- [Task requirements]: Your answer should be one number, the count of lines in the data that hold "Mansueto".

- [Extracted data]:
┄┄┄┄┄┄
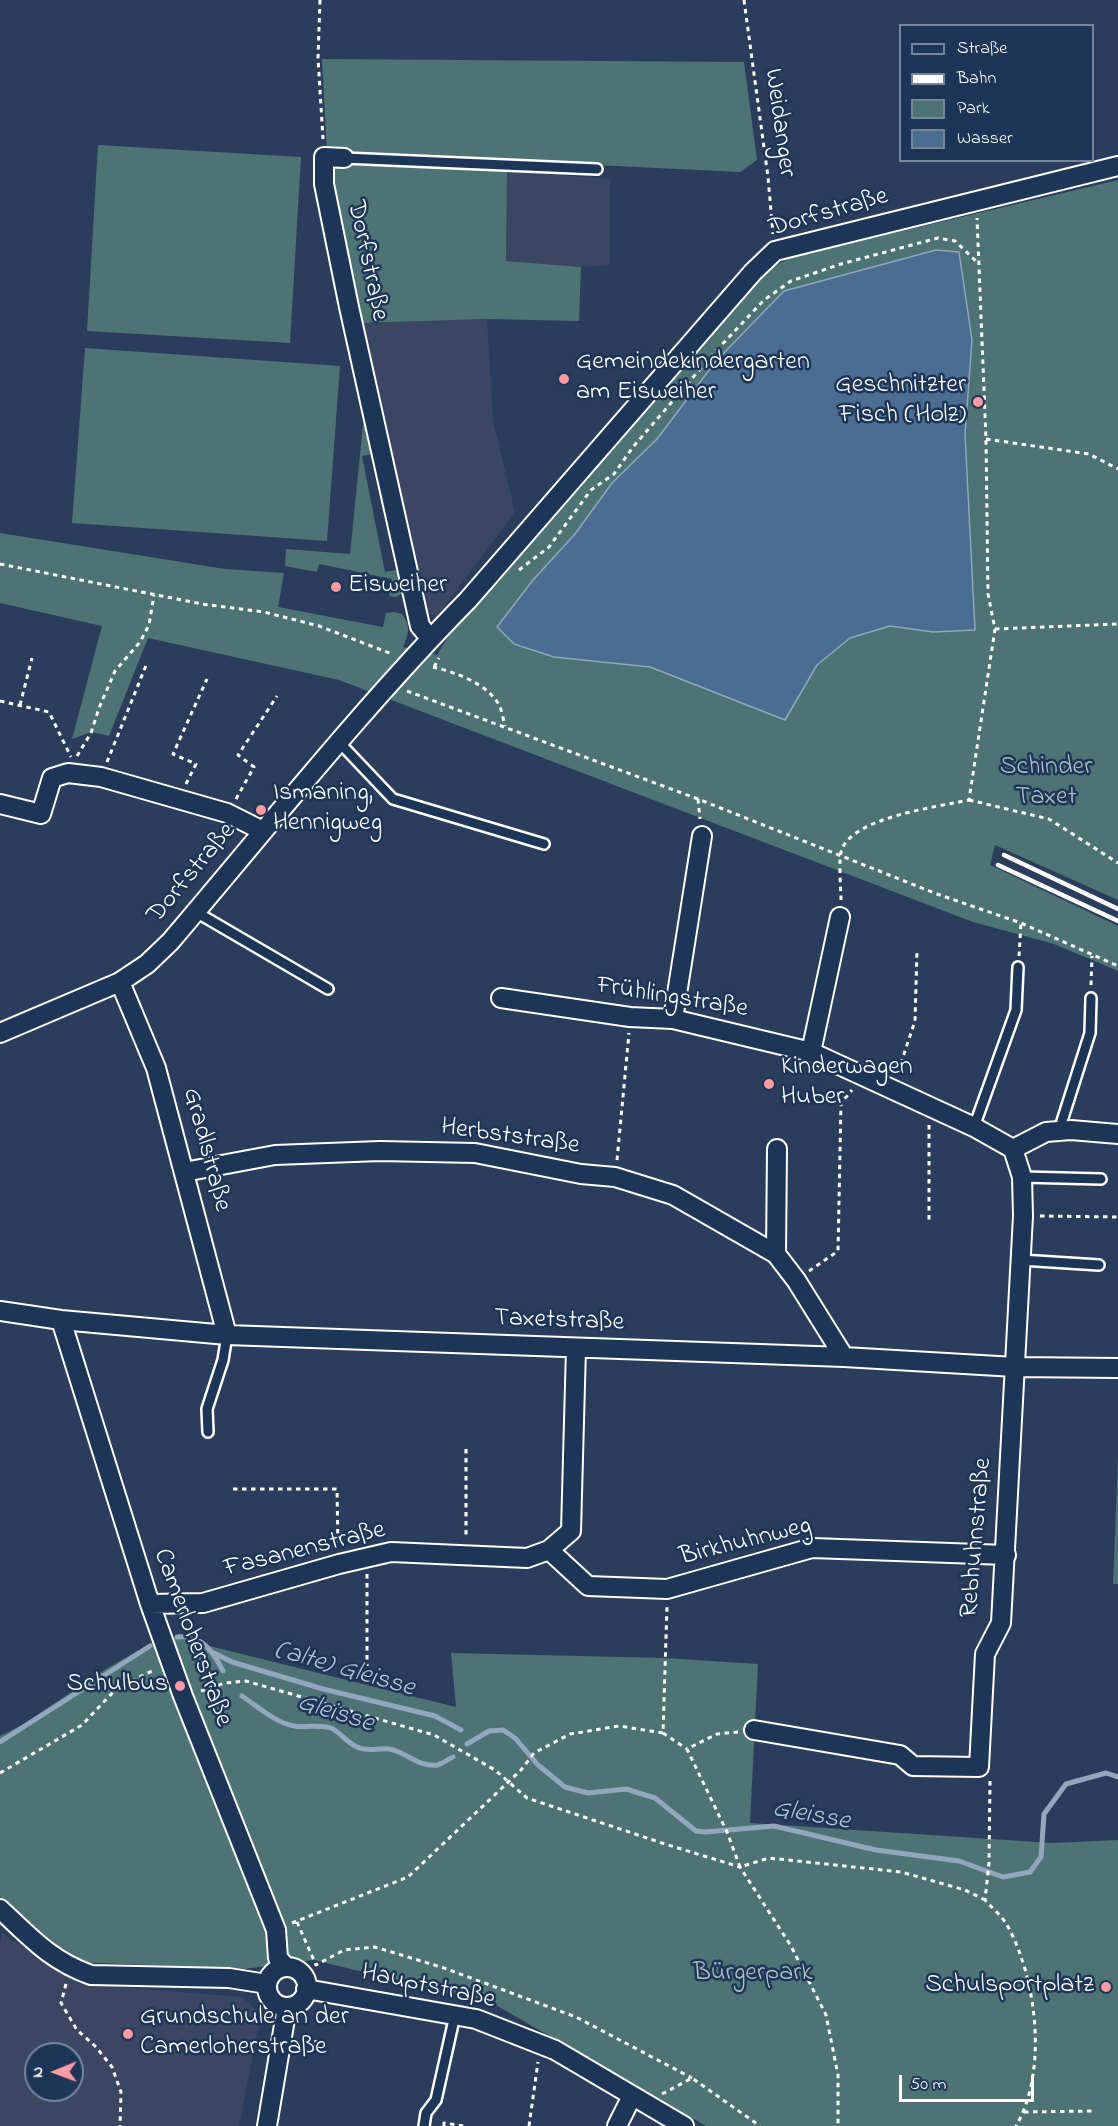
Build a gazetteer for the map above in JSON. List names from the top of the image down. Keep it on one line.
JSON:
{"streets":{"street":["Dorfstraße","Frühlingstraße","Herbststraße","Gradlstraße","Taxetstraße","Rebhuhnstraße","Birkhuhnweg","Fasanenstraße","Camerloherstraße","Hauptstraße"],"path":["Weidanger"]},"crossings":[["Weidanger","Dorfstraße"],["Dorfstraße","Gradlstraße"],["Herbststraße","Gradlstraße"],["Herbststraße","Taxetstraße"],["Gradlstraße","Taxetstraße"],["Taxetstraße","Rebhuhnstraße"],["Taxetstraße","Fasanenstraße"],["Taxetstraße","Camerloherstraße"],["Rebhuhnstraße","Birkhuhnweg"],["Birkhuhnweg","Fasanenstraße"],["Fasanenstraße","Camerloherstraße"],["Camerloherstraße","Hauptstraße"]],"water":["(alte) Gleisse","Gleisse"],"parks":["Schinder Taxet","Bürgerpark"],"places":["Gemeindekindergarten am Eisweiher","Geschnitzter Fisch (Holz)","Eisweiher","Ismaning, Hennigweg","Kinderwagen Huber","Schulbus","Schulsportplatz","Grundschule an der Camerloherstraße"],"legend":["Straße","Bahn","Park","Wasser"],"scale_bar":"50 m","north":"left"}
┄┄┄┄┄┄
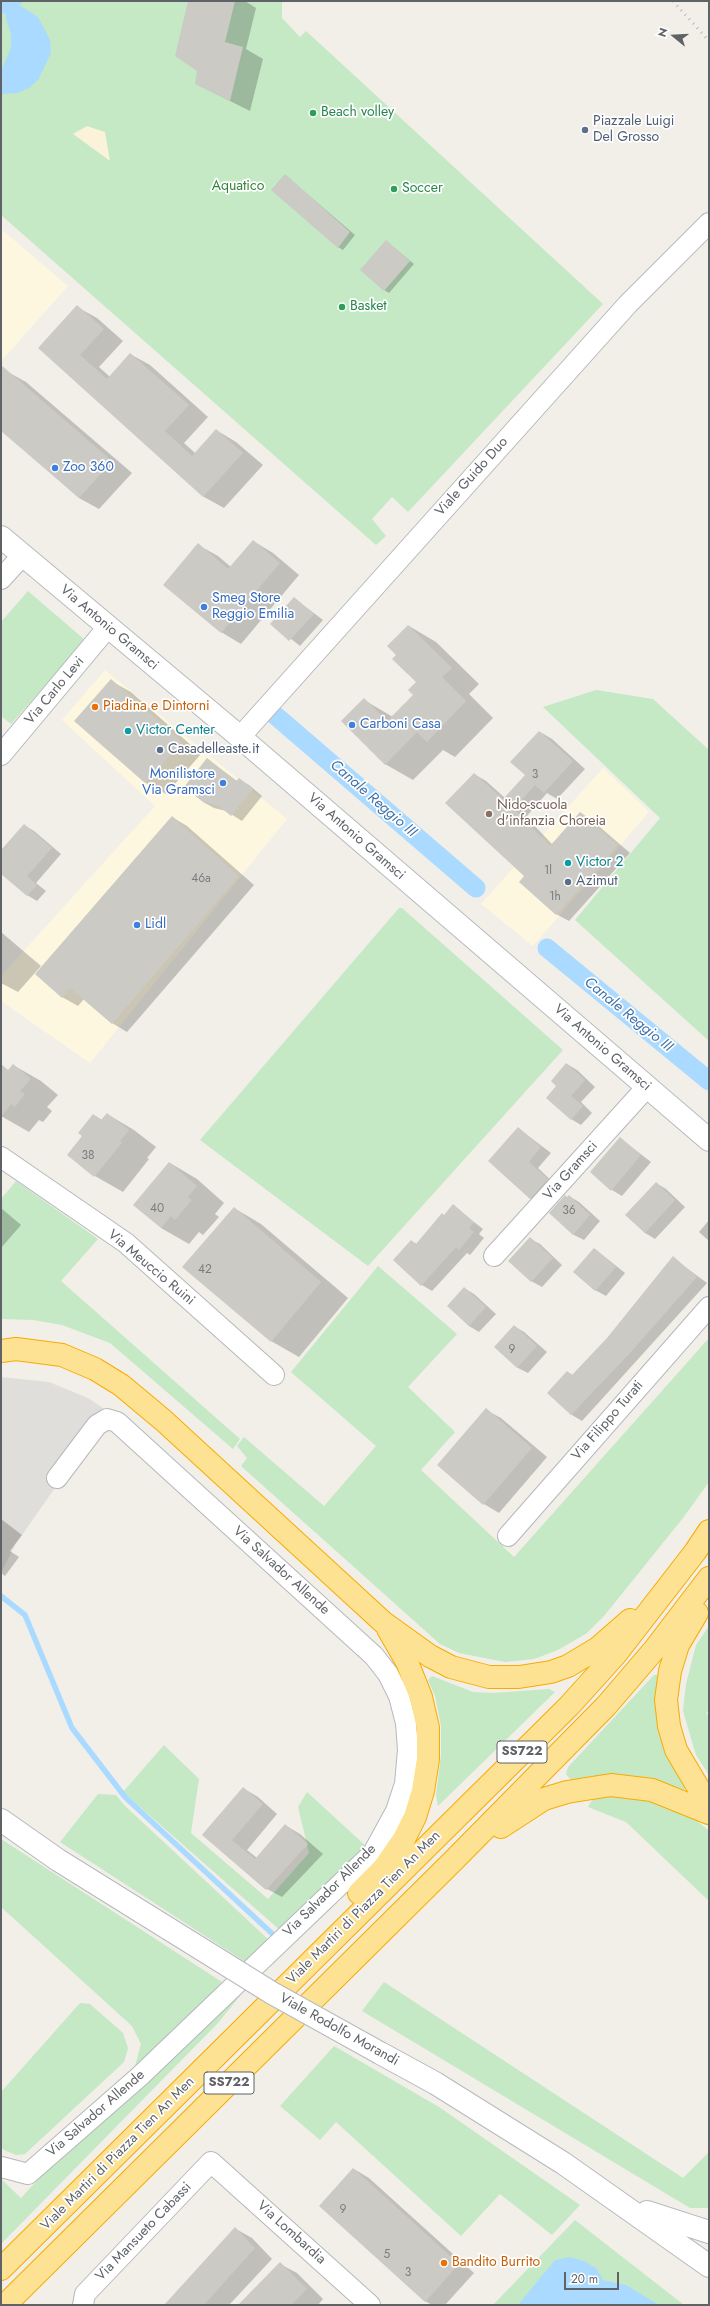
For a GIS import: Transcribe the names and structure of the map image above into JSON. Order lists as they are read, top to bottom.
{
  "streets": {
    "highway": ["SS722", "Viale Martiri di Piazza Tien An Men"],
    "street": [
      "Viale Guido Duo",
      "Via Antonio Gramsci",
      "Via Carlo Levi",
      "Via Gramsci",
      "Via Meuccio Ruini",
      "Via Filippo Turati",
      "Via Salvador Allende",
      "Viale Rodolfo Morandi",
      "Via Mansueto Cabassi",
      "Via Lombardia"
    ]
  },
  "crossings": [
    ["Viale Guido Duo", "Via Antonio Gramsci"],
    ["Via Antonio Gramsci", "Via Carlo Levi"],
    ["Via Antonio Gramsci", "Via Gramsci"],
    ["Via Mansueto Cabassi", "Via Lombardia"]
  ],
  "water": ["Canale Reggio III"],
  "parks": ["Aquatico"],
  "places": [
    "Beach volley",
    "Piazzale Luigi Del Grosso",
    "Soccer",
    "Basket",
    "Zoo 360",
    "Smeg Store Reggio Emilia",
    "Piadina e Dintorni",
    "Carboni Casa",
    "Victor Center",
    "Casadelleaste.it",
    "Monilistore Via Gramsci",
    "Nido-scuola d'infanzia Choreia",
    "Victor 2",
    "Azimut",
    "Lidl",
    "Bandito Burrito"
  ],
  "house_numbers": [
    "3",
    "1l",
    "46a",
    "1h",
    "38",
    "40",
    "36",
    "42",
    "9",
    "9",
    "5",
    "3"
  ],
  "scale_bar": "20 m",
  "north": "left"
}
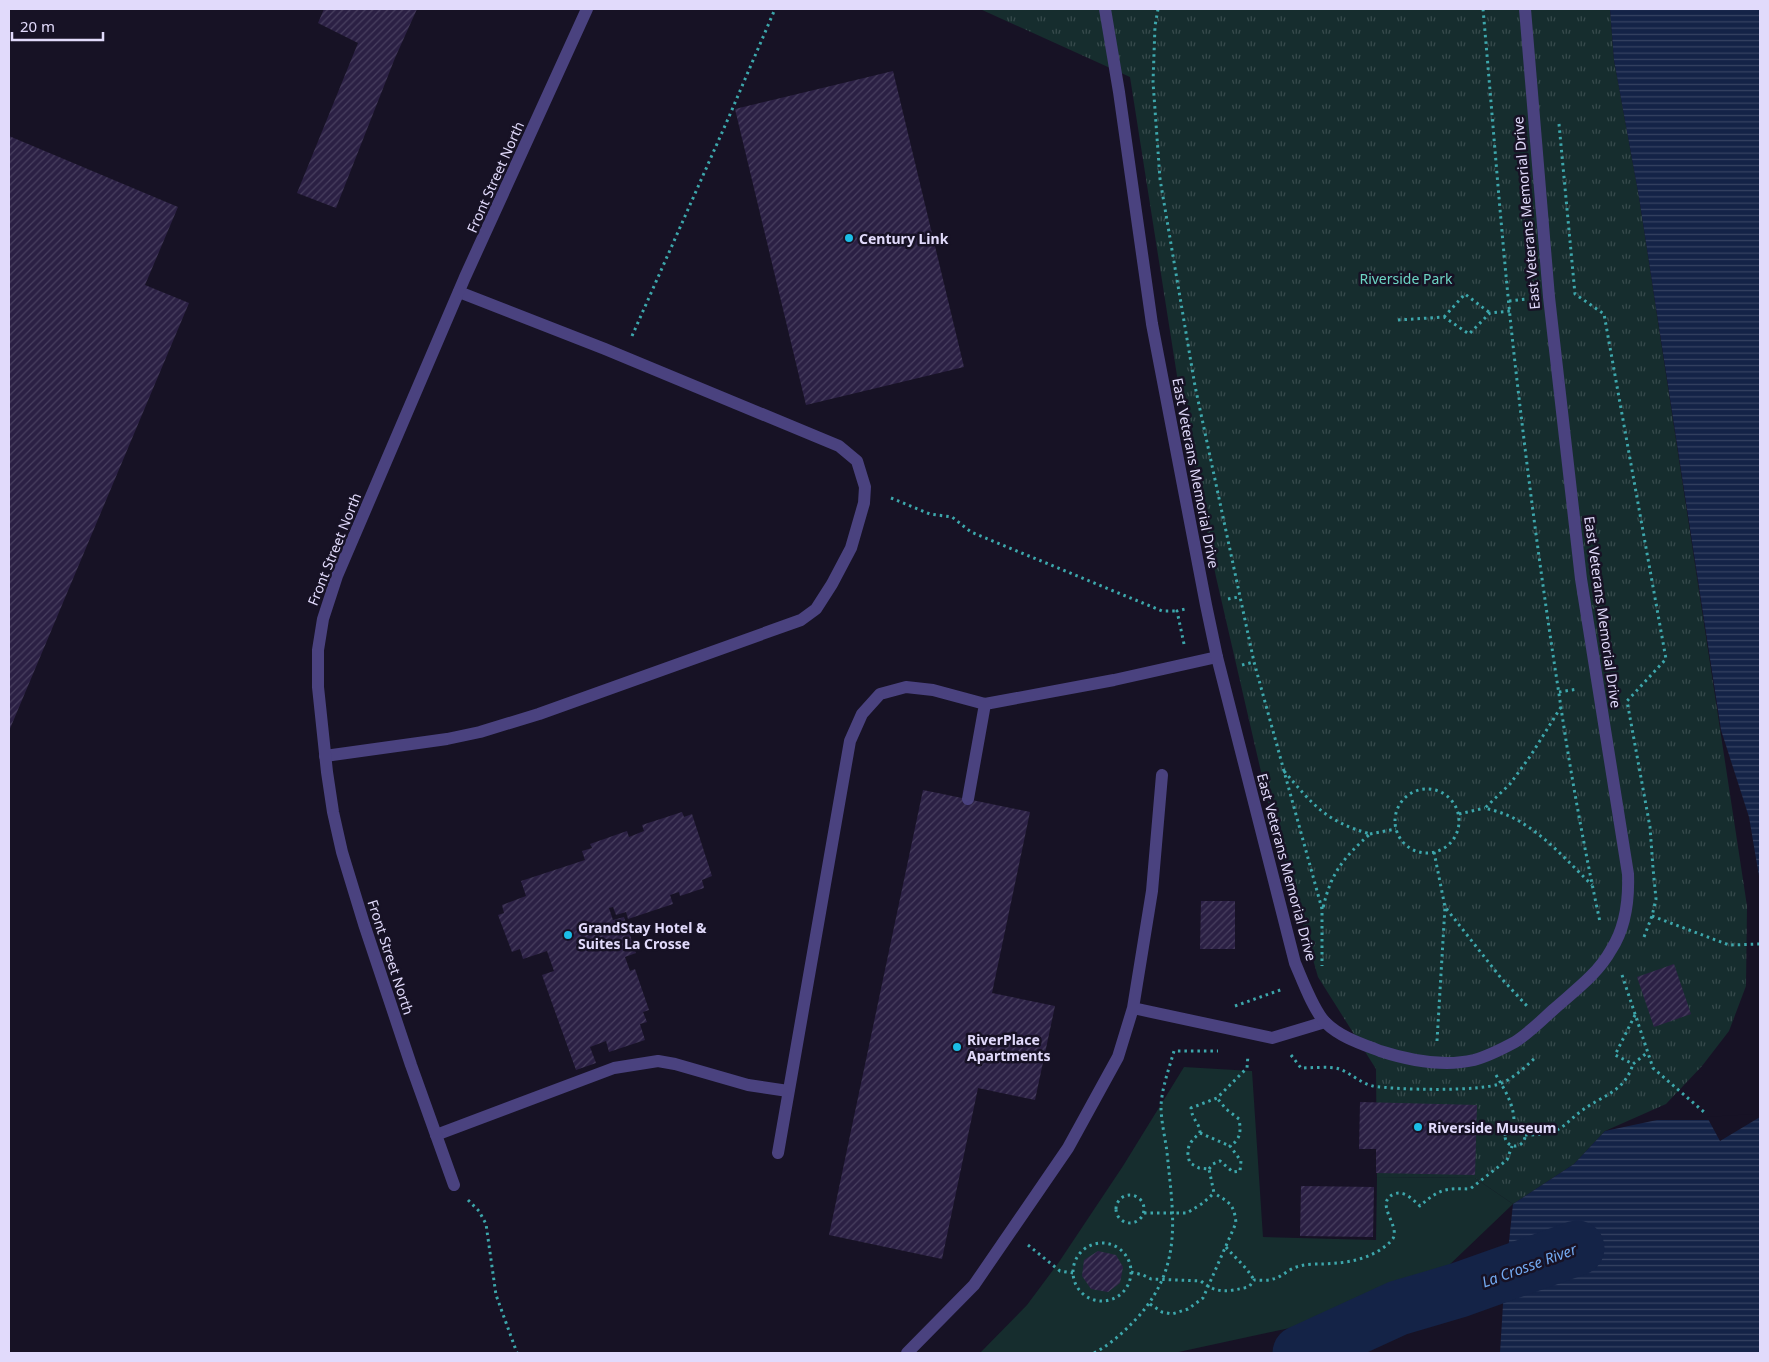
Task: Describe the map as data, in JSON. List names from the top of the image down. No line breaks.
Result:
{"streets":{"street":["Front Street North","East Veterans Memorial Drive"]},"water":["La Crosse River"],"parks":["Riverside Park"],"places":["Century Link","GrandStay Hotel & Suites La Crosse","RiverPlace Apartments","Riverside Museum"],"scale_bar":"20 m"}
┄┄┄┄┄┄
- [Solved exercise]: 2